6.22.12 Substitute

This is a simple text macro replacement facility. Texts in the form "text %macro% text" are processed, and the macro variables enclosed in '%' are replaced with their associated strings. Two consecutive % are replaced by one %. Macros are defined in a specific wordlist, and return a string upon execution; the standard defines only one way to declare macros, replaces, which creates a macro that just returns a string.

macros-wordlist ( – wid  ) gforth-experimental “macros-wordlist”

wordlist for string replacement macros

replaces ( addr1 len1 addr2 len2 –  ) string-ext “replaces”

create a macro with name addr2 len2 and content addr1 len1. If the macro already exists, just change the content.

replacer: ( "name" –  ) gforth-experimental “replacer:”

Start a colon definition name in macros-wordlist, i.e. this colon definition is a macro. It must have the stack effect ( – addr u ).

.substitute ( addr1 len1 – n / ior  ) gforth-experimental “dot-substitute”

substitute all macros in text addr1 len1 and print the result. n is the number of substitutions or, if negative, a throwable ior.

$substitute ( addr1 len1 – addr2 len2 n/ior  ) gforth-experimental “string-substitute”

substitute all macros in text addr1 len1. n is the number of substitutions, if negative, it’s a throwable ior, addr2 len2 the result.

substitute ( addr1 len1 addr2 len2 – addr2 len3 n/ior  ) string-ext “substitute”

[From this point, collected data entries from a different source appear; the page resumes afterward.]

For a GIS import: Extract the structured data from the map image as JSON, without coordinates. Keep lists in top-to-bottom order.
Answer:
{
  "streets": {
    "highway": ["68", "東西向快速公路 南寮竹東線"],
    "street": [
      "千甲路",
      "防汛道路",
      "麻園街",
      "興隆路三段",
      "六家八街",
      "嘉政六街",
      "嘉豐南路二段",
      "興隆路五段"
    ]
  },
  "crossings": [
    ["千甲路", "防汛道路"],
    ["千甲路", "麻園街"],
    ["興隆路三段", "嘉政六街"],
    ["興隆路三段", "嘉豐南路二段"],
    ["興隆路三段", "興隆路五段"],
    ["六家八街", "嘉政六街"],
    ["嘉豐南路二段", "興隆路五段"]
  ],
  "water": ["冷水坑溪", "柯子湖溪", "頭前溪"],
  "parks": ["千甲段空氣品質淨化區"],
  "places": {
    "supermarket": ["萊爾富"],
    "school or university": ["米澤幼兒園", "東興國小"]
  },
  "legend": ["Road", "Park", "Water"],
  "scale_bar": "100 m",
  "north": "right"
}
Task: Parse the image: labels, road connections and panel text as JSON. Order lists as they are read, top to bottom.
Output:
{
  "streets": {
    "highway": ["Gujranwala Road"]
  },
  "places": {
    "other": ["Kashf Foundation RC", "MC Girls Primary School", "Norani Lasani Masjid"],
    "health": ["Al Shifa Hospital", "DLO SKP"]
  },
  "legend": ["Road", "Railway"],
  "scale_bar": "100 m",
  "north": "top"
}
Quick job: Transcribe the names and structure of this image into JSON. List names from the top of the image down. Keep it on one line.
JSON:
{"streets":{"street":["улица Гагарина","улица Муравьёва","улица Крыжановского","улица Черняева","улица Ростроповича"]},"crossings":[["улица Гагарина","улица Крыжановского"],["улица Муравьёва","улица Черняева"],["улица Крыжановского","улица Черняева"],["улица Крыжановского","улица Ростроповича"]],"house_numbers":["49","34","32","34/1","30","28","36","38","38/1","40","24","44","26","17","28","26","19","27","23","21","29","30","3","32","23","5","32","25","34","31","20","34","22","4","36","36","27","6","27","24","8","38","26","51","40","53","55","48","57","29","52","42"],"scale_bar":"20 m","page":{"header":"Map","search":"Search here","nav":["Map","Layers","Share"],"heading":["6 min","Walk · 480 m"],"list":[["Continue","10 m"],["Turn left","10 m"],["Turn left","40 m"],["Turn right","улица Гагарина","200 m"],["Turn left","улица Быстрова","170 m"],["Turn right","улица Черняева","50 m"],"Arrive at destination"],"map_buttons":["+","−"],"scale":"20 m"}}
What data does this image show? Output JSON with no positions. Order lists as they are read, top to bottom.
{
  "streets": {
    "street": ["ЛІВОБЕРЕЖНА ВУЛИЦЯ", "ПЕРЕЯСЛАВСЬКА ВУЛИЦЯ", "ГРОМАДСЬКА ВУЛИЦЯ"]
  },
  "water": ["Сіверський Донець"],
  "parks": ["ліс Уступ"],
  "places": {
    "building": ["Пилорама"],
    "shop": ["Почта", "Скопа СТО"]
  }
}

substitute all macros in text addr1 len1, and copy the result to addr2 len2. n is the number of substitutions or, if negative, a throwable ior, addr2 len3 the result.

unescape ( addr1 u1 dest – dest u2  ) string-ext “unescape”

double all delimiters in addr1 u1, so that substitute will result in the original text. Note that the buffer dest does not have a size, as in worst case, it will need just twice as many characters as u1. dest u2 is the resulting string.

$unescape ( addr1 u1 – addr2 u2  ) gforth-experimental “string-unescape”

same as unescape, but creates a temporary destination string with $tmp.